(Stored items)
▼

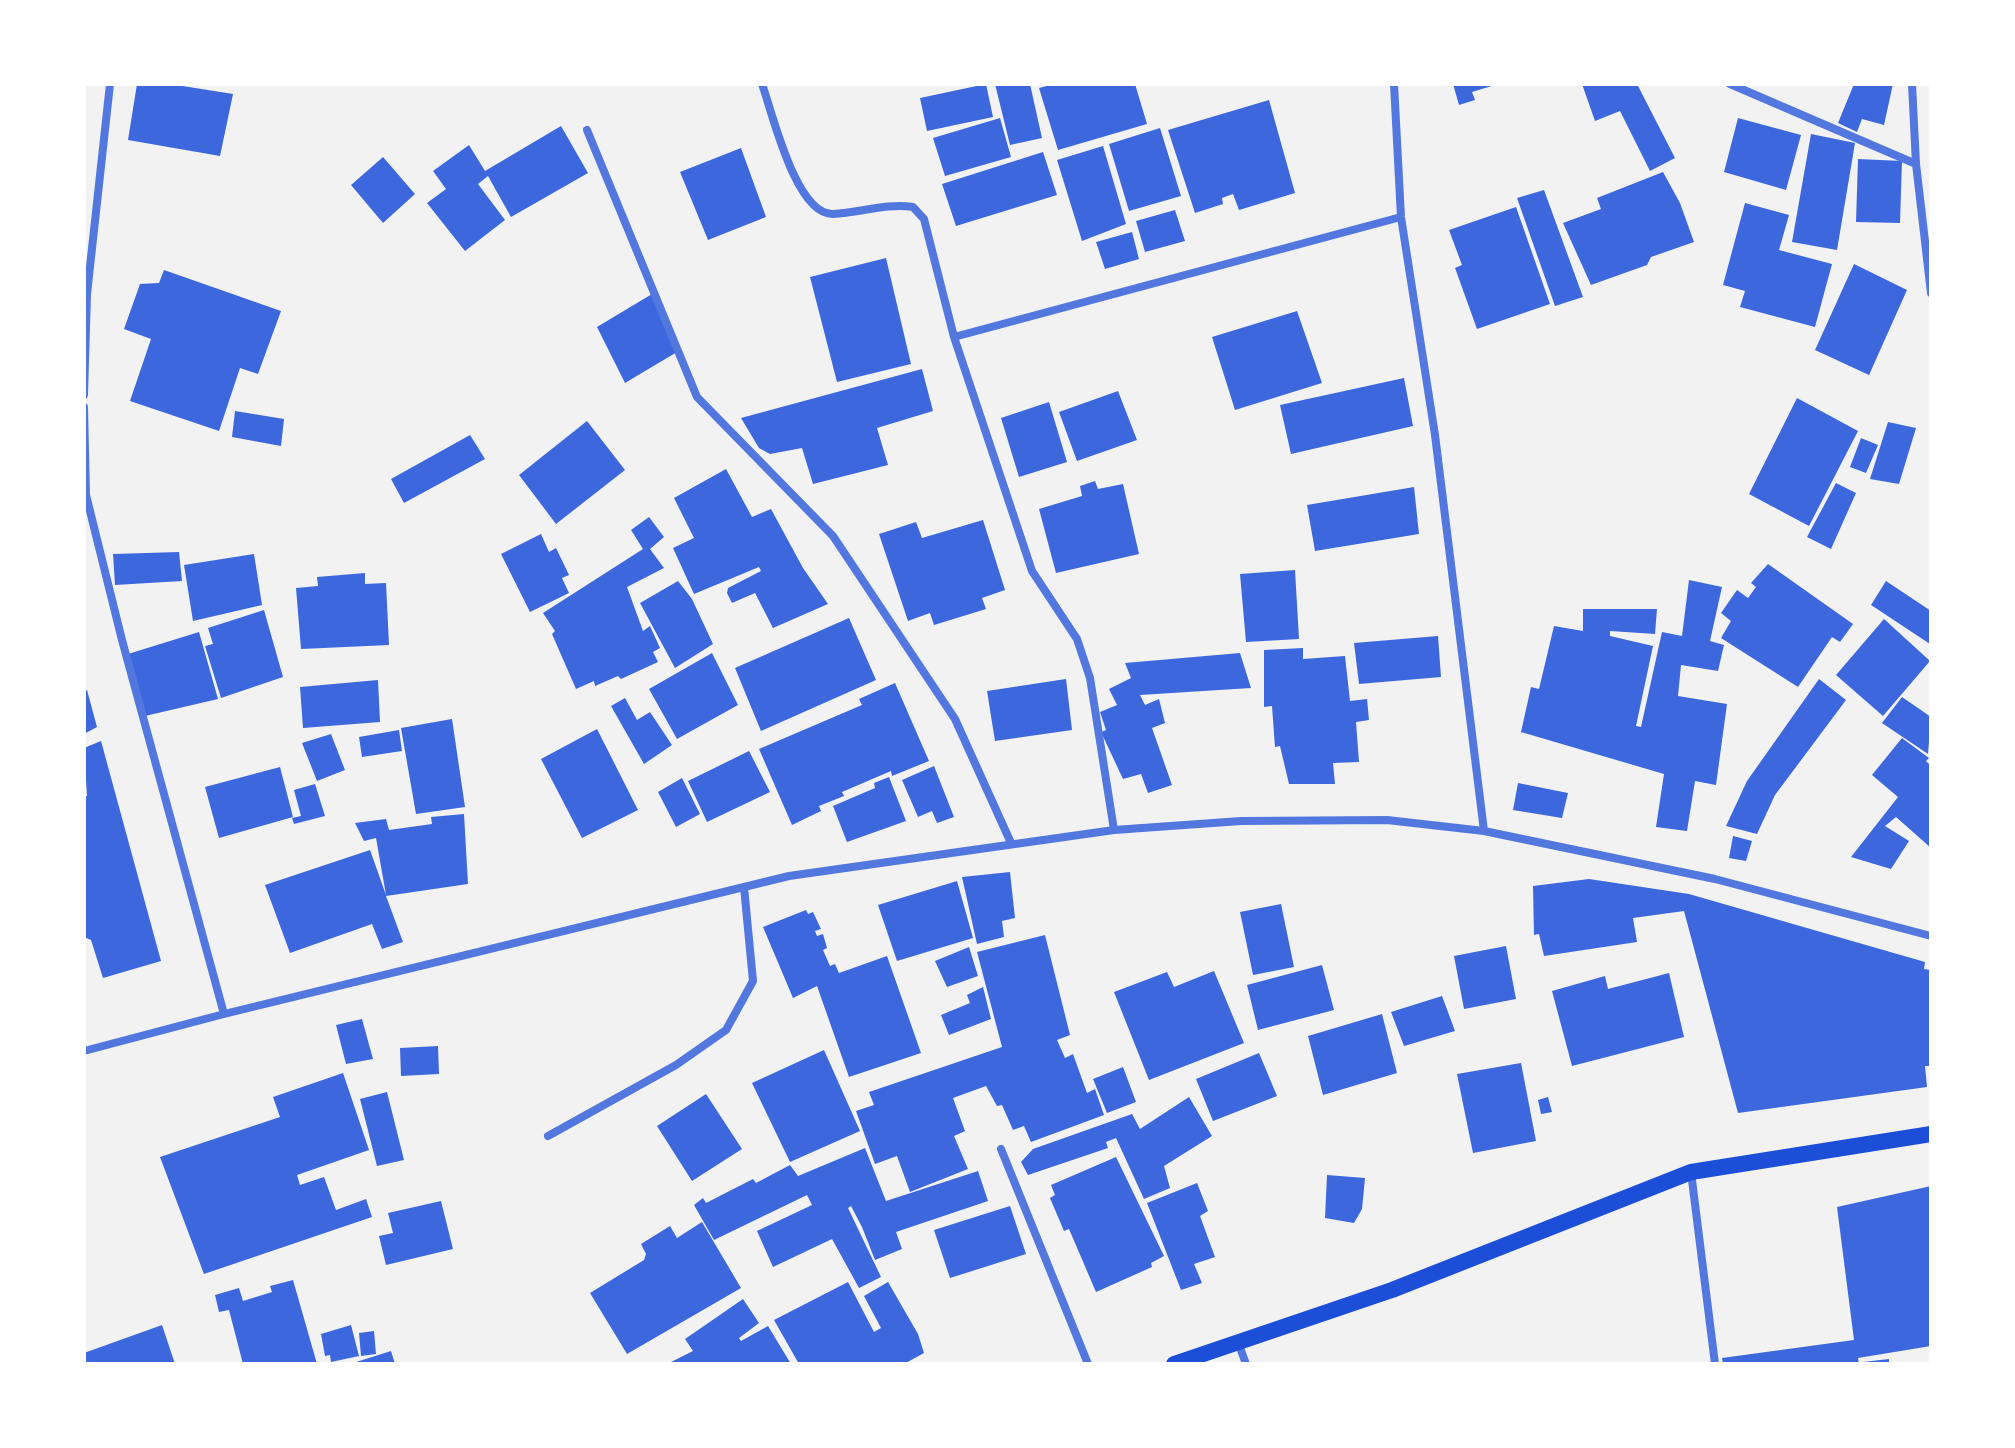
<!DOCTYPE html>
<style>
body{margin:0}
#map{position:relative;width:2015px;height:1448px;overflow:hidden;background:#f2f2f2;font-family:"IBM Plex Sans",sans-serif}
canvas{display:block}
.frame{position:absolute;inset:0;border:86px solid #fff;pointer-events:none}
</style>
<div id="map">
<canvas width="2015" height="1448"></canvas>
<div class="frame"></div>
</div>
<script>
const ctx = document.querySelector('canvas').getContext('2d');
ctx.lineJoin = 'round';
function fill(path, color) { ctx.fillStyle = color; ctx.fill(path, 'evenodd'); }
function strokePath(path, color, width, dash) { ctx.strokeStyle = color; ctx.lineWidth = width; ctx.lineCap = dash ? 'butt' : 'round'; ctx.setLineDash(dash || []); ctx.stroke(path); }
const building = new Path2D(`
 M137,84H170L233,94L220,156L128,140Z
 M986,84L993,117L927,131L920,98Z
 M995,84H1030L1042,138L1010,145Z
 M1054,84H1135L1147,124L1058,150L1039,88Z
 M1453,84H1495V85L1472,92L1475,100L1459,105Z
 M1582,84H1637L1675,158L1650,171L1620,111L1595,121Z
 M1854,84H1893L1884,125L1862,119L1857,132L1838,123Z
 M1269,100L1295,193L1239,210L1233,194L1222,198L1223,204L1195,213L1168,130Z
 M1000,118L1011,157L945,176L933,138Z
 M1738,118L1801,135L1786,190L1724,172Z
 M561,126L588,173L511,217L488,176L478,184L505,220L465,251L427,203L446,189L433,171L469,145L485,171Z
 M1160,128L1181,196L1129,211L1109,144Z
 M1811,134L1855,143L1837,250L1792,242Z
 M1103,146L1126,224L1082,241L1057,160Z
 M741,148L766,217L708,240L680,172Z
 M1043,152L1057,195L956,226L942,184Z
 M383,157L415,194L383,223L351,185Z
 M1858,159L1902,161L1900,223L1856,222Z
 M1663,172L1680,203L1694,242L1651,257L1647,265L1591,285L1563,223L1601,209L1597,198Z
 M1544,190L1583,297L1555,306L1517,198Z
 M1745,203L1789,215L1779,250L1832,264L1815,327L1740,307L1745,291L1723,285Z
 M1516,207L1550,304L1477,329L1455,268L1462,265L1449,230Z
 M1175,210L1185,241L1145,252L1136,221Z
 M1132,232L1139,259L1105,269L1096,242Z
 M886,258L911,364L837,382L810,277Z
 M1854,264L1907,290L1869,375L1815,350Z
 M164,270L281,311L258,374L240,368L219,431L130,401L151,339L124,329L140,284L159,283Z
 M652,294L677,352L625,383L597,327Z
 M1297,311L1322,383L1235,410L1212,337Z
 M922,369L933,411L877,428L888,465L813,484L802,448L770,454L759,448L741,418Z
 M1404,378L1413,426L1291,454L1280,405Z
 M1118,391L1137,440L1077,461L1059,412Z
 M1797,398L1858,431L1809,526L1749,494Z
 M1049,402L1067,462L1019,477L1001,418Z
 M235,411L284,419L281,446L232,437Z
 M587,421L625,470L556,524L519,475Z
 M1888,422L1916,428L1899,484L1870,479Z
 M470,435L485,459L404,503L391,479Z
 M1861,438L1878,445L1866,473L1850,467Z
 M726,469L752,517L771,509L803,568L828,604L773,628L755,593L732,603L727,593L728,588L761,571L759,567L694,594L673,548L694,538L674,498Z
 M1095,481L1098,489L1123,484L1139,554L1056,573L1039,509L1082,496L1080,486Z
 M1836,483L1856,493L1831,549L1807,537Z
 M1414,487L1419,534L1315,551L1307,505Z
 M649,517L664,537L650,549L664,568L627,587L643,631L650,626L660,648L653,652L658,662L621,679L618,676L595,686L594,681L576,689L552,634L555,631L543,613L643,549L631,530Z
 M983,520L1005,590L982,598L986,609L934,625L930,613L908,621L879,534L916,522L922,538Z
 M541,534L549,552L556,548L569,575L562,578L569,593L530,612L501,554Z
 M179,552L182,581L115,585L113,554Z
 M254,554L262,605L193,621L184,565Z
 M1768,564L1853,624L1840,642L1832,637L1798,687L1721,638L1731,621L1721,613L1737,590L1748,598L1756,587L1751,583Z
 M1295,570L1299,639L1246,642L1240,574Z
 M365,573V584L386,583L389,645L301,649L296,588L318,586L317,577Z
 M1689,580L1722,587L1710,641L1724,645L1718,671L1681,665L1678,696L1727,704L1716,785L1695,781L1687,831L1656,827L1664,774L1521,732L1531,687L1539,689L1554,626L1583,631V609H1657L1655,634L1610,631V636L1653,646L1636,726L1641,727L1662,632L1682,636Z
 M678,581L692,599L713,644L675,668L640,603Z
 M1886,581L1931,611L1930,644L1871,605Z
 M264,610L283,677L221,698L205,646L213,644L208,628Z
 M849,618L876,680L761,731L735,668Z
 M1884,619L1930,661L1883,716L1836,675Z
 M199,632L218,699L145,716L128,654Z
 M1438,636L1441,677L1359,684L1354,643Z
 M1303,648V659L1345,656L1350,701L1367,699L1369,720L1356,722L1359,762L1333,763L1335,784H1289L1280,746L1275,747L1272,706L1264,707V650Z
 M712,653L738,705L677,739L649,689Z
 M1240,653L1251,688L1140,695L1145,705L1159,699L1165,723L1152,728L1172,785L1148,793L1141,774L1123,779L1101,732L1106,730L1100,712L1117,705L1109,689L1131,678L1125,663Z
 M1066,679L1072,730L995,741L987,691Z
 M1819,679L1846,700L1775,795L1757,834L1726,826L1747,781Z
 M378,680L380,722L303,728L300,687Z
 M895,683L929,761L892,776L891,771L842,792L844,796L819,806L821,811L792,825L759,749L862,705L859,699Z
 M87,690L97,727L84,734V691Z
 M1902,697L1931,717L1928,754L1882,723Z
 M625,698L637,720L650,712L672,745L644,764L611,706Z
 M452,719L465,807L416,814L401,728Z
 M597,729L638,810L582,838L541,759Z
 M399,730L402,751L362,757L359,737Z
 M331,734L345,770L317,781L302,743Z
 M1902,738L1929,758L1926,761L1931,766V848L1896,817L1885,826L1909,841L1891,869L1851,857L1898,797L1872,775Z
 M101,741L161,961L103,978L91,940L84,937V797L87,796L84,748Z
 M749,751L770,792L707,822L688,781Z
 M934,766L954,817L937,823L932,811L918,817L902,780Z
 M280,767L293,817L219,838L205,787Z
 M889,777L906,821L847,842L833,806L875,788L874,783Z
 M682,778L700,814L676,827L658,792Z
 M1518,783L1568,793L1562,818L1513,810Z
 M315,784L325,816L294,824L292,818L301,816L294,790Z
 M464,814L468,884L386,896L403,942L382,949L372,924L290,953L265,885L370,850L386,895L376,838L364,841L355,823L386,819L389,830L432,824L431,817Z
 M1733,836L1752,841L1746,861L1729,858Z
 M1010,872L1015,918L1002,921L1004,937L977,944L962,877Z
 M1589,879L1689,894L1925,962L1924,969L1931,970V1066H1925L1927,1087L1738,1113L1684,911L1633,918L1637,942L1544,956L1539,934L1534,935L1533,886Z
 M957,881L973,938L897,961L878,905Z
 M1281,904L1294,967L1253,975L1240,912Z
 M806,910L808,914L813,912L821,929L815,931L817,936L823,934L827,948L823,950L830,966L835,964L839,973L887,956L921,1053L849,1077L817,986L793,998L763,927Z
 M1045,935L1070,1035L1057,1040L1065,1058L1073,1054L1087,1093L1095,1089L1104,1115L1031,1142L1024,1126L1013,1130L1002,1105L997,1106L986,1086L953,1098L965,1131L954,1136L968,1169L910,1192L897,1156L875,1164L856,1111L874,1105L869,1092L1002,1047L977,952Z
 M1506,946L1516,999L1464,1009L1454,956Z
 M969,947L978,976L947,987L935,961Z
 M1322,965L1334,1010L1258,1030L1247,985Z
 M1214,971L1244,1043L1149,1080L1114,992L1167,972L1174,987Z
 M1669,973L1684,1037L1572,1066L1552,991L1605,976L1608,989Z
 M983,987L991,1019L949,1035L941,1015L970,1003L967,995Z
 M1442,996L1455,1031L1404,1046L1391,1012Z
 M1382,1014L1397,1073L1323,1095L1308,1036Z
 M362,1019L373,1059L346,1064L336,1025Z
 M438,1046L439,1074L401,1076L400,1048Z
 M824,1050L860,1131L790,1162L752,1083Z
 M1259,1053L1277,1096L1213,1121L1196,1079Z
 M1521,1063L1536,1141L1473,1153L1457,1074Z
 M1123,1067L1136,1102L1107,1113L1093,1079Z
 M343,1073L369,1150L297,1175L300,1185L324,1177L336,1210L366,1199L372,1217L204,1274L160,1157L280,1117L273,1097Z
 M387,1092L404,1160L377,1166L360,1099Z
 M706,1094L742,1149L692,1181L657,1126Z
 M1189,1097L1212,1136L1164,1166L1170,1188L1144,1199L1116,1138L1106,1142L1108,1148L1028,1175L1021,1162L1033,1149L1132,1114L1140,1129Z
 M1548,1097L1552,1112L1541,1114L1538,1100Z
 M865,1148L886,1201L978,1171L988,1201L896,1232L902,1249L875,1260L862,1227L851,1206L848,1208L881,1277L859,1288L832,1239L773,1267L757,1231L812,1205L807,1195L714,1240L694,1205L703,1198L706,1203L753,1179L756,1183L790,1165L798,1176Z
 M1116,1157L1164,1256L1151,1263L1152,1267L1096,1292L1069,1229L1064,1231L1050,1198L1055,1195L1051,1185Z
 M1327,1175L1365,1178L1362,1209L1354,1223L1325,1218Z
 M1197,1183L1208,1211L1200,1216L1215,1257L1194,1264L1202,1283L1181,1290L1147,1203Z
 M1931,1186V1346L1858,1358L1859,1364H1723L1722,1358L1854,1340L1837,1207Z
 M441,1201L453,1249L386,1265L379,1236L393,1233L388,1213Z
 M1010,1206L1026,1254L950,1278L934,1230Z
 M702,1222L741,1288L627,1354L590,1293L644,1260L646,1254L641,1244L670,1226L677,1238Z
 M293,1280L317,1364H243L229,1310L219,1312L215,1295L239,1288L243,1301L272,1292L270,1286Z
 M848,1282L874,1332L881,1328L864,1296L888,1282L918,1334L924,1353L904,1364H799L774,1320Z
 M743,1299L759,1323L739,1338L741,1341L768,1326L791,1364H667L693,1351L685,1339Z
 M162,1325L175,1364H87L84,1353Z
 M351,1325L359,1356L331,1362L330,1355L325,1356L321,1334Z
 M374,1331L376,1354L361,1356L359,1333Z
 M391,1351L395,1364H353V1363Z
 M1889,1359V1364H1863V1362Z`);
const minor = new Path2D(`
 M762,84C773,115 796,215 833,214C860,213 885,203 913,207L924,219L954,337
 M1394,84L1401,217L1435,435L1484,831
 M1730,84L1916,164
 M1912,84L1916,164L1931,293
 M587,130L697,397L833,536L955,719L1011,843
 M84,395L87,294L110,84
 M84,407L86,495L122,640L224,1014
 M1114,830L1090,678L1077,639L1032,571L954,337L1401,217
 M84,1051L224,1014L789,876L1114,830L1241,821L1387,820L1484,831L1715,879L1931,936
 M548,1136L676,1065L726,1030L753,981L744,887
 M1001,1149L1088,1364
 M1691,1172L1715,1364
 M1238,1342L1246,1364`);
const secondary = new Path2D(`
 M1174,1364L1392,1290L1691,1172L1931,1134`);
fill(building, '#3d67dc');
strokePath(minor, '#5277de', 8);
strokePath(secondary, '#1d4ed8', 16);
</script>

▲

## Aim of the exercise
Read through the data above. Report each line that has the word "canvas".

## Task answer
canvas{display:block}
<canvas width="2015" height="1448"></canvas>
const ctx = document.querySelector('canvas').getContext('2d');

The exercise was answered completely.